As i said he wants to be a actor and recently took out a five grand loan with his friend, bought head shots and film reel and a holiday to USA.

Its difficult not to shake him

lalalalyra Mon 27-Feb-17 17:53:31

@concerned321 The thing you need to remember, because he won't, is that it is totally acceptable, in fact advisable, for you to protect yourself. You need to look after you - you put on your own oxygen mask first before helping others.

NinonDeLanclos Mon 27-Feb-17 17:53:54

This isn't just depression - there are plenty of people who stick out tough jobs with depression because they have to - it's just general fecklessness. Until he hits rock bottom he has no impetus to learn to look after himself.

squeak10 Mon 27-Feb-17 17:57:57

Are you older than your brother, do you have dc,dh?
Best thing my family did for me was stop bailing me out. Moved to a different town met my wonderful dh, turned my life around.
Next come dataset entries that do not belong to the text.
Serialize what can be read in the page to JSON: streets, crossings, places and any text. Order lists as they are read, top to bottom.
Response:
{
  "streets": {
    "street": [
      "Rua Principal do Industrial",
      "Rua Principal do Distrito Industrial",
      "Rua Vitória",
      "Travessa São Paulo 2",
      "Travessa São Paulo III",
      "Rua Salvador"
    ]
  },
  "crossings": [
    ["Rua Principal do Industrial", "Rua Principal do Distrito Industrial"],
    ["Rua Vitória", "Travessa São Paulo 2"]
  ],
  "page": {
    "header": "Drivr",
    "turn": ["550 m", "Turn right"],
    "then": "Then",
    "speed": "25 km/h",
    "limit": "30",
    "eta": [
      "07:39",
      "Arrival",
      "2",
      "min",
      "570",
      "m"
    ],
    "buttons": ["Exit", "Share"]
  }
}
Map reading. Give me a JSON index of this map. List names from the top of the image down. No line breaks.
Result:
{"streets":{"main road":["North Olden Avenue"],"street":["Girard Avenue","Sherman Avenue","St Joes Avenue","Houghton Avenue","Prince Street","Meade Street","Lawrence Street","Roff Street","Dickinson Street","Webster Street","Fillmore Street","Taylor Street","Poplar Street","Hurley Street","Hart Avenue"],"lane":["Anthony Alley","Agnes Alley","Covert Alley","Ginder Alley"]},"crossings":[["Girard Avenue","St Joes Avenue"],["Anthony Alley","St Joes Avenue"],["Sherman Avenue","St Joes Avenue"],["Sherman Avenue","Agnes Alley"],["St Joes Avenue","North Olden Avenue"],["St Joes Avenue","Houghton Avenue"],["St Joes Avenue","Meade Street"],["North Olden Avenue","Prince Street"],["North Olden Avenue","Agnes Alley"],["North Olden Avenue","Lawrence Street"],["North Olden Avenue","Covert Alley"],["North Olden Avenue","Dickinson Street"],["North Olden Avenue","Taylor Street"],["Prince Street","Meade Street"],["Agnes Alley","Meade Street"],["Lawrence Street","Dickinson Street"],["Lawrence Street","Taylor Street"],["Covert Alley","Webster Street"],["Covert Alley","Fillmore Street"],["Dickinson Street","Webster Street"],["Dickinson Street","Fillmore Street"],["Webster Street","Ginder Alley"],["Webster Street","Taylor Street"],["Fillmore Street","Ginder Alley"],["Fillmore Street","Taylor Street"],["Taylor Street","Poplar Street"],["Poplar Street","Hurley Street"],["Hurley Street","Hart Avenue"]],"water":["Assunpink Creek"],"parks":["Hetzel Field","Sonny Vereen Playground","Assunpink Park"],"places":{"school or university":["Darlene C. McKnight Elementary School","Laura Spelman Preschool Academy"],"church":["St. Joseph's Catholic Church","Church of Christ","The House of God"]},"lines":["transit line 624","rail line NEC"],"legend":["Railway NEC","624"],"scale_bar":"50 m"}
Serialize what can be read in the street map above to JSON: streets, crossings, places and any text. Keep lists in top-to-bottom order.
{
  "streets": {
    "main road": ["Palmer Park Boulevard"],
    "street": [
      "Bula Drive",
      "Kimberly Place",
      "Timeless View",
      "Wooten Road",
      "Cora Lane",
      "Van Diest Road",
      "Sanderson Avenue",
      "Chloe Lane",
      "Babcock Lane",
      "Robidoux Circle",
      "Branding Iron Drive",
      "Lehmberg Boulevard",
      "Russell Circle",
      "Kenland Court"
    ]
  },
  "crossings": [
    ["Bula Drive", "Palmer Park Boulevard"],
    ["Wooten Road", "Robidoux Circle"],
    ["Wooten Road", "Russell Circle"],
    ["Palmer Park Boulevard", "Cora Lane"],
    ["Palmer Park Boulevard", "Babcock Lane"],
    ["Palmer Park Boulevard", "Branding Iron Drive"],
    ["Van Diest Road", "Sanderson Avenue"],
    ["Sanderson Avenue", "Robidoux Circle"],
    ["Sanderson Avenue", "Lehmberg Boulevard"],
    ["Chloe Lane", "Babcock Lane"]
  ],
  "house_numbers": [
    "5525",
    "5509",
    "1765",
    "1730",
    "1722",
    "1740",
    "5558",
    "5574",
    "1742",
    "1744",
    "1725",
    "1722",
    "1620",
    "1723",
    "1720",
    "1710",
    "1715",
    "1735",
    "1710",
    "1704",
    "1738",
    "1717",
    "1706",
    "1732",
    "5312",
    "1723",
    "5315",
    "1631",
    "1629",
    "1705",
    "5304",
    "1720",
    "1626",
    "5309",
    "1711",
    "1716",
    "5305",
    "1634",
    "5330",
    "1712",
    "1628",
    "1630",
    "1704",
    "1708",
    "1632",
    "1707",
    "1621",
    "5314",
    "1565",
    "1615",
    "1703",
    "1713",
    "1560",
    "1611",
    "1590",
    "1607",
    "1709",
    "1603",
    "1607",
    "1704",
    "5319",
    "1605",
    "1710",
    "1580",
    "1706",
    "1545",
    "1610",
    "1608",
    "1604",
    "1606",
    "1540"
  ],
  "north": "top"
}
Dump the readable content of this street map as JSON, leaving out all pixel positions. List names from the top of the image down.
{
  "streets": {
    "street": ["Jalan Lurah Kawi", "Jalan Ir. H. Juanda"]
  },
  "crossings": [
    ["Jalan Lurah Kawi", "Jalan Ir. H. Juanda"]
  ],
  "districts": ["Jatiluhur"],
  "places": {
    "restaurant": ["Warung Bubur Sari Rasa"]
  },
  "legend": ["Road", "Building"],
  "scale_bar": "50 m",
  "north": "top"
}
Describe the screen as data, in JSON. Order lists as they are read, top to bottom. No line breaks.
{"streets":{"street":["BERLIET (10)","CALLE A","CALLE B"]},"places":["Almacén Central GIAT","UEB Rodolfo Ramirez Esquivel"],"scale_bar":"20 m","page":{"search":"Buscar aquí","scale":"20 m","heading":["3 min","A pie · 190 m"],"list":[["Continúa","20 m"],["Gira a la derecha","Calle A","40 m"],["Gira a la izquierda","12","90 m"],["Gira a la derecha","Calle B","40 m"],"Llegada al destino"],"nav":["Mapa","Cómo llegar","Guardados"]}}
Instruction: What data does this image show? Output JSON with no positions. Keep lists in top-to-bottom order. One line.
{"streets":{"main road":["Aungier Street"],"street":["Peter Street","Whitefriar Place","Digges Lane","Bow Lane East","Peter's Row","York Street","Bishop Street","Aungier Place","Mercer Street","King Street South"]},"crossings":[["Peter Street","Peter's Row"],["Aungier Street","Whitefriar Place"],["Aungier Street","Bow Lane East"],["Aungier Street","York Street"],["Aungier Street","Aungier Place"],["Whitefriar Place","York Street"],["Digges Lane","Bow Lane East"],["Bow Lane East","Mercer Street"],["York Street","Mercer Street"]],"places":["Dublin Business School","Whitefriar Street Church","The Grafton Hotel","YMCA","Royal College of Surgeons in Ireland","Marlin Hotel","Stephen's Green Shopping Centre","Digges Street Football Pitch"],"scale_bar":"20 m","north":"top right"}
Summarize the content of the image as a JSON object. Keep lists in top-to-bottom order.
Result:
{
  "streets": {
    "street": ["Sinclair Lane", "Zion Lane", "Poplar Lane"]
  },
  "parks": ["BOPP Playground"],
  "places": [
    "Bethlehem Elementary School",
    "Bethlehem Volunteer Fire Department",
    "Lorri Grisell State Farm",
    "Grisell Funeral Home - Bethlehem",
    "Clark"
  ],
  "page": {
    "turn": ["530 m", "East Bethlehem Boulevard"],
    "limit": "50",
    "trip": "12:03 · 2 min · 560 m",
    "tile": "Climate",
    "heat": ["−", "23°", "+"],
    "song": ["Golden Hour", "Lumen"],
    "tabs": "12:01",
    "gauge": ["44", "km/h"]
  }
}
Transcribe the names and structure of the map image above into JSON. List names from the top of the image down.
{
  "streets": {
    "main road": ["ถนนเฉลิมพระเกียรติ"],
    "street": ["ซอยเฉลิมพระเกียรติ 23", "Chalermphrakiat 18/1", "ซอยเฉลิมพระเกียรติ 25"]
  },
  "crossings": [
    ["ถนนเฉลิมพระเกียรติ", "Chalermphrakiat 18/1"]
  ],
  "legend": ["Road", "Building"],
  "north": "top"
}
Late forties now with 3dc, own our own home and have held down a well paid career for over 18 years.
Could be the best thing you have done for your brother flowers

UnbornMortificado Mon 27-Feb-17 18:07:05

I'm sorry OP it's horrible watching a friend of mine self-destruct it must be harder when it's family flowers

I agree with and do similar to LaLa, never give money but will occasionally buy food or leccy. She's welcome at my house but not when she's been drinking (she's an alcohol) and I won't lie to the police or the probation officer for her.

I love the lass to bits but I wish I could slap some bloody sense into her at the minute.

Desperina Mon 27-Feb-17 18:11:02

It sounds like he's got a mental illness he needs to address. You can't do any of this for him. It's hard but the only way he will learn is if he is left to hit the bottom.

Beeziekn33ze Mon 27-Feb-17 18:28:43

He'll need to toughen up if he really wants to act or do stand up. Writers have to get used to rejection too.
Does he realise how much you've done for him?